# Lighting question



## skyedale (Mar 14, 2011)

I had been thinking about buying a new light fixture for the 75 gl. I have wanted to add red plants, but I knew I would need higher lighting. The sales clerk at BA’s showed me to the Current Satellite Freshwater LED 48-60". The rating on this is 30W ,2000L, 6500K white & 48 RGB full spectrum. The clerk assured me this will be enough light to add the higher light requirement plants. 

With this being my first LED purchase I want to know if this is really enough light for my 21" deep 75 gl. tank. 

Thanks
Judi


----------



## jtcanuck (Feb 3, 2007)

*It will work to a certain degree...*



skyedale said:


> I had been thinking about buying a new light fixture for the 75 gl. I have wanted to add red plants, but I knew I would need higher lighting. The sales clerk at BA's showed me to the Current Satellite Freshwater LED 48-60". The rating on this is 30W ,2000L, 6500K white & 48 RGB full spectrum. The clerk assured me this will be enough light to add the higher light requirement plants.
> 
> With this being my first LED purchase I want to know if this is really enough light for my 21" deep 75 gl. tank.
> 
> ...


I have that light fixture and used it for a few months on my 90 Gal 24" deep low tech planted tank. I was able to grow several red plants. They grew slowly and the reds were not as intense as I wanted.

I replaced the Current LED fixture with a DIY LED build using 3 Watt LEDs - 18 x Cree Cool white, 18 x Cree Warm White, 6 x Cree Royal Blue, 10 x Ocean Coral White (1 x Blue, Turquoise, Red LED on each OCW module). Each LED colour was wired to a different driver and dimmer channel so I can adjust the spectrum as desired. I also added CO2 at the same time.

With the new fixture, the red colouring on the plants has exploded. Some of the colour change is due to the additional red spectrum provided by the LEDs used however, the colouration has become much more intense since the new light was added.

The DIY fixture cost about 3 x the price of a Current USE 48-60" fixture - mostly because I used a high-end heatsink and a dimming controller that can control 16 channels on LEDs and provide sunrise, sunset, cloud/storm/lightning and moon phase functions.

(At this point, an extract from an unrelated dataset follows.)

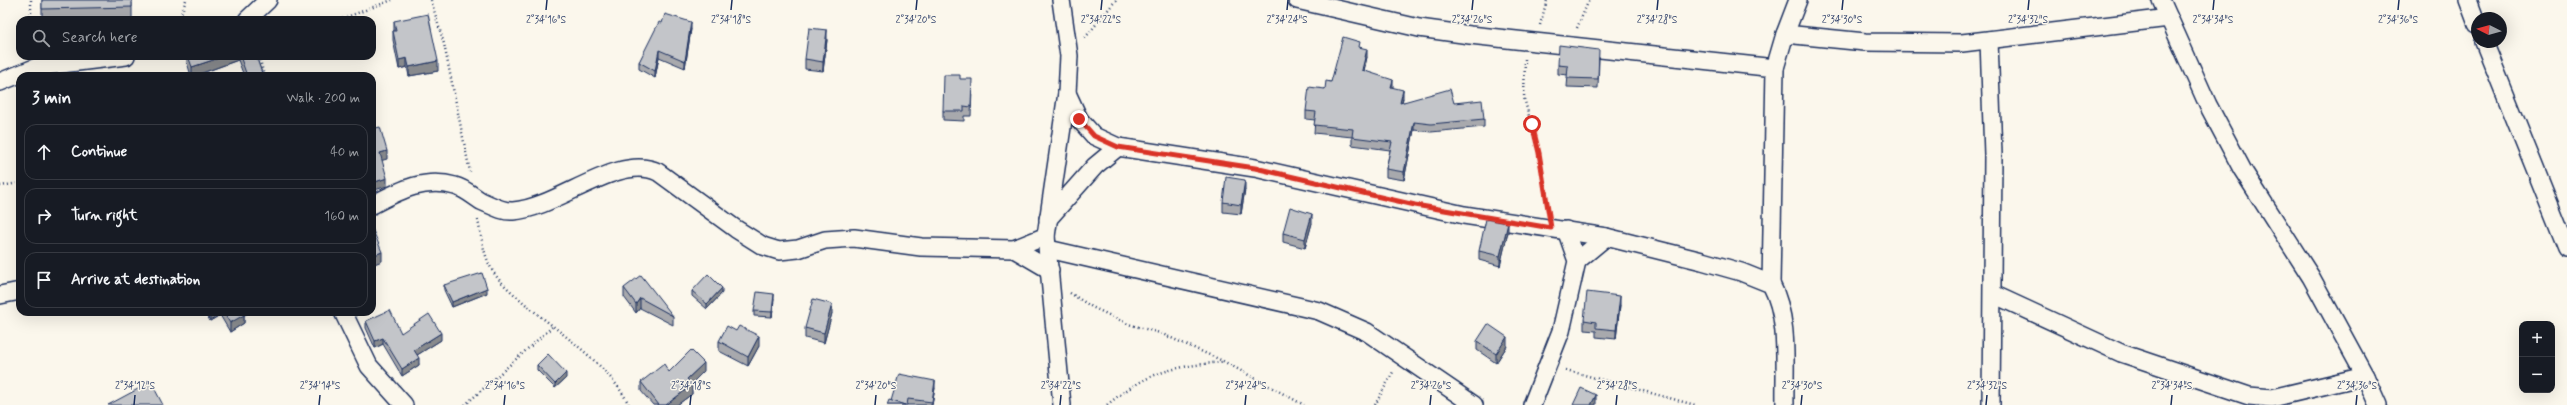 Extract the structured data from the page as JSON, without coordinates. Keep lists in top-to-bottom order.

I do use a Current USA 18" fixture on a nano shrimp tank and it is perfect for that purpose.


----------



## Norman (Feb 13, 2011)

While on the Current LED subject, what about their new Current Orbit LED fixtures? Are they any good for reef applications? Don't mean to hijack the thread but I saw Skyedale's new light fixtures started wondering...


----------



## TorontoPlantMan (Aug 16, 2013)

skyedale said:


> I had been thinking about buying a new light fixture for the 75 gl. I have wanted to add red plants, but I knew I would need higher lighting. The sales clerk at BA's showed me to the Current Satellite Freshwater LED 48-60". The rating on this is 30W ,2000L, 6500K white & 48 RGB full spectrum. The clerk assured me this will be enough light to add the higher light requirement plants.
> 
> With this being my first LED purchase I want to know if this is really enough light for my 21" deep 75 gl. tank.
> 
> ...


For the money you're going to spend on that light fixture you can buy a much MUCH better tried and proven T5HO fixture.


----------